Das Evangelium der Liturgie dieses zweiten Fastensonntags erzählt von der Verklärung Jesu (vgl. Lk 9,28-36). Während er auf einem hohen Berg betet, verändert sich sein Aussehen, sein Gewand wird weiß und strahlend, und im Licht seiner Herrlichkeit erscheinen Mose und Elija, die mit ihm über sein Pascha sprechen, das ihn in Jerusalem erwartet, das heißt über sein Leiden, seinen Tod und seine Auferstehung.

Zeugen dieses außergewöhnlichen Ereignisses sind die Apostel Petrus, Johannes und Jakobus, die mit Jesus auf den Berg gestiegen waren. Wir stellen uns vor, wie sie mit weit aufgerissenen Augen diesem einzigartigen Schauspiel beiwohnen. Und so wird es sicher auch gewesen sein. Der Evangelist Lukas stellt aber fest, dass »Petrus und seine Begleiter eingeschlafen waren« und dass sie, als sie erwachten, die Herrlichkeit Jesu sahen (vgl. V. 32). Der Schlaf der drei Jünger erscheint wie ein Missklang. Die Apostel sollten dann auch in Getsemani einschlafen, während des angsterfüllten Gebetes Jesu, der sie aufgefordert hatte zu wachen (vgl. Mk 14,37-41). Diese Schläfrigkeit in so wichtigen Momenten ist verblüffend.

Aber wenn wir aufmerksam lesen, dann sehen wir, dass Petrus, Johannes und Jakobus einschlafen, bevor die Verklärung beginnt, also gerade während Jesus betet. Dasselbe wird in Getsemani geschehen. Es handelt sich offensichtlich um ein Gebet, das sich in Stille und Besinnung lange hingezogen hat. Wir können uns vorstellen, dass sie am Anfang auch selbst gebetet haben, bis die Müdigkeit, der Schlaf, die Oberhand gewannen.
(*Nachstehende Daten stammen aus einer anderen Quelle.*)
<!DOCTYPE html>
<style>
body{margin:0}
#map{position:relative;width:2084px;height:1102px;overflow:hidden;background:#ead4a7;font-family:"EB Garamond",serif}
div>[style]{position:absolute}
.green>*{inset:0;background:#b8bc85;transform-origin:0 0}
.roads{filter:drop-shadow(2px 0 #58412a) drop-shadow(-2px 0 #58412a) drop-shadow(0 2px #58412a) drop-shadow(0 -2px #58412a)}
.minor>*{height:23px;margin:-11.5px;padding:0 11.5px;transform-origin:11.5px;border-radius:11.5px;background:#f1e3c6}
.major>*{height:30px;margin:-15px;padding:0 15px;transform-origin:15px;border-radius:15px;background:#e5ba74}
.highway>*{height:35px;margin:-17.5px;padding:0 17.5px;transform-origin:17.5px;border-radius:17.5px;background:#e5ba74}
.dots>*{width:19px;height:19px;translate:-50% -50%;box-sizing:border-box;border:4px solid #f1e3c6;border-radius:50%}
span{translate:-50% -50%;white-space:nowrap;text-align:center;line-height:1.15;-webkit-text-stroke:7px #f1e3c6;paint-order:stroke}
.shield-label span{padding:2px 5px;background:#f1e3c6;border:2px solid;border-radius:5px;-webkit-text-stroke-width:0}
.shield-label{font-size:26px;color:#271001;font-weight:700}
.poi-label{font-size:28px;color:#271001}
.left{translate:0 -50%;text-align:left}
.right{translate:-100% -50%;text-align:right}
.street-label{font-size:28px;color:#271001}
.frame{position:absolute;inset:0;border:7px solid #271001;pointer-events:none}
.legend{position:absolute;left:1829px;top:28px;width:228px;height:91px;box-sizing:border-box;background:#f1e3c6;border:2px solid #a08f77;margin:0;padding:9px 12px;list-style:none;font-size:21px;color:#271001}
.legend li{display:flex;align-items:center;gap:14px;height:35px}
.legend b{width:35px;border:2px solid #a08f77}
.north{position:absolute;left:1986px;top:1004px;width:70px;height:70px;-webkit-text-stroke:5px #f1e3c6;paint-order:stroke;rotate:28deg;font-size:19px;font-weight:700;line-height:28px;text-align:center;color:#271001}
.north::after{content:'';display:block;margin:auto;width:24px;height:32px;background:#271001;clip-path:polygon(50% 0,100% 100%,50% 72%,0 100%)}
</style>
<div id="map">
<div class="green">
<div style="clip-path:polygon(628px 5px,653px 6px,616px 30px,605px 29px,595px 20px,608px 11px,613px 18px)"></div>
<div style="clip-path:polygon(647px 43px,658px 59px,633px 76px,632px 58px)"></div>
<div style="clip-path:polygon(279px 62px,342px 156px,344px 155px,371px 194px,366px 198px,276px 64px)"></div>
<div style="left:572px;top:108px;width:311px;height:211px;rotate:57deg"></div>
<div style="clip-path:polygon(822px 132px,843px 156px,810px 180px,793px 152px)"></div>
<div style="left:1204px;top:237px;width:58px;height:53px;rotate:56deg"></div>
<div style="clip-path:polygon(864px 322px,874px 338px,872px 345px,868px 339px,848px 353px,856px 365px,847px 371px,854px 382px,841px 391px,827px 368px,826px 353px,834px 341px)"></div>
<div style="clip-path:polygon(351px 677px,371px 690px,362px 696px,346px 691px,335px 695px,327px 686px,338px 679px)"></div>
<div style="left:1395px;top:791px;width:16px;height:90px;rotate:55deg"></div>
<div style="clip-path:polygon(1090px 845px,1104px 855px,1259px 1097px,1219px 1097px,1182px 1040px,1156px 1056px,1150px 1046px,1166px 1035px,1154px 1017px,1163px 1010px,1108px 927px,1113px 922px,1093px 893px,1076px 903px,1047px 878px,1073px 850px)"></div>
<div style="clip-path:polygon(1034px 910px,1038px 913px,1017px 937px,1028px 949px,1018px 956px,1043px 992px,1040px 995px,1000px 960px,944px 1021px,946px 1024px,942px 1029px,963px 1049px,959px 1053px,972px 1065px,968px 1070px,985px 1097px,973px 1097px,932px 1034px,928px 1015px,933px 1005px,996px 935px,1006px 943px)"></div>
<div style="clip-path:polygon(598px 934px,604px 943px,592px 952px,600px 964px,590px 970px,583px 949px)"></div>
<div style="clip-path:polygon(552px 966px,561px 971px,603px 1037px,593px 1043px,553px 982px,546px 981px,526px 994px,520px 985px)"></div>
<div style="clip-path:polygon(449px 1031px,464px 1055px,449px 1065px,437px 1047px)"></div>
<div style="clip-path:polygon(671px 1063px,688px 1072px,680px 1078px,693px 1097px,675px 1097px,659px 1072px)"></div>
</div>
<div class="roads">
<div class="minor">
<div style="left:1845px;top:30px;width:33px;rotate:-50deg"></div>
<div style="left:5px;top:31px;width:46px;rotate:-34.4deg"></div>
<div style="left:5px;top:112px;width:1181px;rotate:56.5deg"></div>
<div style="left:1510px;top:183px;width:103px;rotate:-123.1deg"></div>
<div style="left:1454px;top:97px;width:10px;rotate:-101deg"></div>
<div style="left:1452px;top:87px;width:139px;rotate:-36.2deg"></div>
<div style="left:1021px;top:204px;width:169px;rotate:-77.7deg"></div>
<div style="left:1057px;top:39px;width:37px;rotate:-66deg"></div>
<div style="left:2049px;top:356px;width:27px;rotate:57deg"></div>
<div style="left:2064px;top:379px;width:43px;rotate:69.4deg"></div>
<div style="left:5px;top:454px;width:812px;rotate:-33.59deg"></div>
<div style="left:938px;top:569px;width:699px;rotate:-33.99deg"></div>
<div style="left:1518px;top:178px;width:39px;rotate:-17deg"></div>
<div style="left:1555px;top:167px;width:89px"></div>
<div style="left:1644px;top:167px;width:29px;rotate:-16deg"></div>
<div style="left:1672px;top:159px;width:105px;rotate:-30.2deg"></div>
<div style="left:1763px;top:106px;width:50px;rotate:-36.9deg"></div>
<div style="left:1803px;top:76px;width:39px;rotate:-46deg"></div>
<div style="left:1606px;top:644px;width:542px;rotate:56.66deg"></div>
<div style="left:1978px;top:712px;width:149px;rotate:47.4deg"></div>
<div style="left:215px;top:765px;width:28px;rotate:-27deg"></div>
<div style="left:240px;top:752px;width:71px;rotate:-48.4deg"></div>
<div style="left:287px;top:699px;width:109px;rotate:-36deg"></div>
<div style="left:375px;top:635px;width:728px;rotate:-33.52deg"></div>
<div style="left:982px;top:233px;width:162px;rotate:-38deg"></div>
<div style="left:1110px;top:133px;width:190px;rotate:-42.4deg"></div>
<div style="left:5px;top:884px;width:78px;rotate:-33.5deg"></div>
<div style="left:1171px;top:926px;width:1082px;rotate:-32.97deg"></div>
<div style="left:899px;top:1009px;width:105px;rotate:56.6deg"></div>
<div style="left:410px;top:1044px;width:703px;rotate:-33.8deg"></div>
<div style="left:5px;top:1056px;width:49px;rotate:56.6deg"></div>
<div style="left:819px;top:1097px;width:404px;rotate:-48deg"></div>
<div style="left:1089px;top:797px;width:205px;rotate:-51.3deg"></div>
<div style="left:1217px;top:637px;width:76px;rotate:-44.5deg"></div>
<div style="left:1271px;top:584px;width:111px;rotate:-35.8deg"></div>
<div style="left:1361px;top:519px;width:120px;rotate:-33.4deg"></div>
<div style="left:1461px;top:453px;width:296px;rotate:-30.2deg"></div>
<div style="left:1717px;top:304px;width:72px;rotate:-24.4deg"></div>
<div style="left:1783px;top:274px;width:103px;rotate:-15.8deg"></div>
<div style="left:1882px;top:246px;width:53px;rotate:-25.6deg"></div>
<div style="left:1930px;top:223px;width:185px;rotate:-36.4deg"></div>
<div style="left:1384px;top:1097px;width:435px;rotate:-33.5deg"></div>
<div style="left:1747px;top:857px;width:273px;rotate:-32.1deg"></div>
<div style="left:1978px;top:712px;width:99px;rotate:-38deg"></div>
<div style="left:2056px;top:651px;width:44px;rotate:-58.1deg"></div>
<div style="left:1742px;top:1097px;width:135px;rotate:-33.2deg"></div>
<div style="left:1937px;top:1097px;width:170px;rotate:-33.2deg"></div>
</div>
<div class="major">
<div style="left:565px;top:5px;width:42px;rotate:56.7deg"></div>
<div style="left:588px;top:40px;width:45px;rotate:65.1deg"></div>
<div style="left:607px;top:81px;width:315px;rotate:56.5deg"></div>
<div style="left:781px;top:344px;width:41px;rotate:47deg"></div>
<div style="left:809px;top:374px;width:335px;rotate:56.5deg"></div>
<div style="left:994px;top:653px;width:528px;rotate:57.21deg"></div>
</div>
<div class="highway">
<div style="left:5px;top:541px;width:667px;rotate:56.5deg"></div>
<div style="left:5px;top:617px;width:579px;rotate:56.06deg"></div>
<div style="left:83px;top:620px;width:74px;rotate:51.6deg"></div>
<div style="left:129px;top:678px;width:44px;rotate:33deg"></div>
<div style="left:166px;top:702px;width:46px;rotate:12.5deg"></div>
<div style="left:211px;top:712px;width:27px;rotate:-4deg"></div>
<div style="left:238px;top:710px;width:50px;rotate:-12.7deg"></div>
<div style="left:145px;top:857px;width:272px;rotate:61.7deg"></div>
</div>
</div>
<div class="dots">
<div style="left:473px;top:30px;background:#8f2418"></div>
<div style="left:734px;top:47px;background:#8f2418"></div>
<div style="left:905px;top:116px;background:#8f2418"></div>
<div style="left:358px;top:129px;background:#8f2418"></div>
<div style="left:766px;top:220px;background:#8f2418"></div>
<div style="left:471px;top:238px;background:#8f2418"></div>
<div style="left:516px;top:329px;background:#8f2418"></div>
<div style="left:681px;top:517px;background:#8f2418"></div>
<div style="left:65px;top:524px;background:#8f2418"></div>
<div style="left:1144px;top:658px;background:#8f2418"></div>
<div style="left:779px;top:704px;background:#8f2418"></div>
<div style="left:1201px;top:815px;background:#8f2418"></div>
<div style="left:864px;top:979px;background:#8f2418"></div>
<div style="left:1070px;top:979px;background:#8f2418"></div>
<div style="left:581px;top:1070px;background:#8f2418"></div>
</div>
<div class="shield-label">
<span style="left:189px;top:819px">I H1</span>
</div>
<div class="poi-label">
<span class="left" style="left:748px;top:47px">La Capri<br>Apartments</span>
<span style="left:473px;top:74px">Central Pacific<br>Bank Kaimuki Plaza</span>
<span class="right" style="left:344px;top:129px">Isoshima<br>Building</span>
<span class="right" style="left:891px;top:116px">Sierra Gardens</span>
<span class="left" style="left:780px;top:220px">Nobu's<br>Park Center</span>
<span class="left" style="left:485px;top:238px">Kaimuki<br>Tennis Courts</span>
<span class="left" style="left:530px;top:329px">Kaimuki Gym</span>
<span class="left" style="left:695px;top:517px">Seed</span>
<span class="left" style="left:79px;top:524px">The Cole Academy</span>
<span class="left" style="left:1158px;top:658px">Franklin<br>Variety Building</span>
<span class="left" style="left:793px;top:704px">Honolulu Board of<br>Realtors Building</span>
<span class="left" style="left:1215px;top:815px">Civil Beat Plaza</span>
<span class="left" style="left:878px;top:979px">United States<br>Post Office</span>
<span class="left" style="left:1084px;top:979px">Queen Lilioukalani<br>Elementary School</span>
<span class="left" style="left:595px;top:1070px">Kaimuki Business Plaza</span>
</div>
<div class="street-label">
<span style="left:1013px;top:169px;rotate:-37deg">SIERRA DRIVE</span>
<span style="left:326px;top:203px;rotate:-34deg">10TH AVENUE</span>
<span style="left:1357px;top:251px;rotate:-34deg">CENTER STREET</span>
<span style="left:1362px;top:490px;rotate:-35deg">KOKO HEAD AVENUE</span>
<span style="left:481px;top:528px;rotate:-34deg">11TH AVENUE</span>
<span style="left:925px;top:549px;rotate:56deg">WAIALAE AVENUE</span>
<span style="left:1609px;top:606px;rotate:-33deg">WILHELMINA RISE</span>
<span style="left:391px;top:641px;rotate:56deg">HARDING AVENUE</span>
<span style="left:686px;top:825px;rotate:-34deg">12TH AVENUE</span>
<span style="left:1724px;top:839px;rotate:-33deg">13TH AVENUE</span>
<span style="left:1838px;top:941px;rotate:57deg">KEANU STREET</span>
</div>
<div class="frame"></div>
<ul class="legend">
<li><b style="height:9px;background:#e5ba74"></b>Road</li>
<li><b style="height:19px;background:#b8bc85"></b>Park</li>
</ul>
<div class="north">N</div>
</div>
Brüder und Schwestern, ähnelt dieser unangemessene Schlaf nicht vielleicht vielen unserer eigenen Augenblicke des Schlafes, die in Momenten über uns kommen, von denen wir wissen, dass sie wichtig sind? Etwa abends, wenn wir eigentlich beten wollen, wenn wir nach einem Tag mit tausend Spurts und Verpflichtungen etwas Zeit mit Jesus verbringen wollen. Oder wenn es an der Zeit ist, ein paar Worte mit der Familie zu wechseln und man nicht mehr die Kraft dazu hat. Wir würden gerne wacher, aufmerksamer, engagierter sein, um keine wertvollen Gelegenheiten zu verpassen, aber es gelingt uns nicht, oder es gelingt uns so lala und wenig.

Die strenge Fastenzeit stellt eine Chance in diesem Sinne dar. Sie ist eine Zeit, in der Gott uns aus unserer inneren Lethargie aufwecken will, aus dieser Schläfrigkeit, die es dem Geist nicht erlaubt, sich auszudrücken. Denn – das sollten wir uns gut merken – die Wachsamkeit des Herzens hängt nicht von uns alleine ab: sie ist eine Gnade, um die man bitten muss. Das demonstrieren die drei Jünger im Evangelium: sie waren gut, sie waren Jesus auf den Berg gefolgt, aber sie konnten aus eigener Kraft nicht wach bleiben. Das passiert auch bei uns. Aber sie wachen genau während der Verklärung auf. Wir können annehmen, dass es das Licht Jesu war, was sie aufgeweckt hat. Wie sie brauchen auch wir das Licht Gottes, das uns die Dinge anders sehen lässt, das uns anzieht, das uns wachrüttelt, das uns den Wunsch und die Kraft gibt, zu beten, in uns zu schauen und uns den anderen zu widmen. Wir können die Müdigkeit des Leibes mit der Kraft des Geistes Gottes überwinden. Und wenn es uns nicht gelingt, das zu überwinden, dann müssen wir zum Heiligen Geist sagen: »Hilf uns, komm, komm Heiliger Geist. Hilf mir: Ich will Jesus begegnen, ich will aufmerksam sein, wach sein«. Den Heiligen Geist bitten, uns aus dieser Schläfrigkeit herauszuholen, die uns am Beten hindert.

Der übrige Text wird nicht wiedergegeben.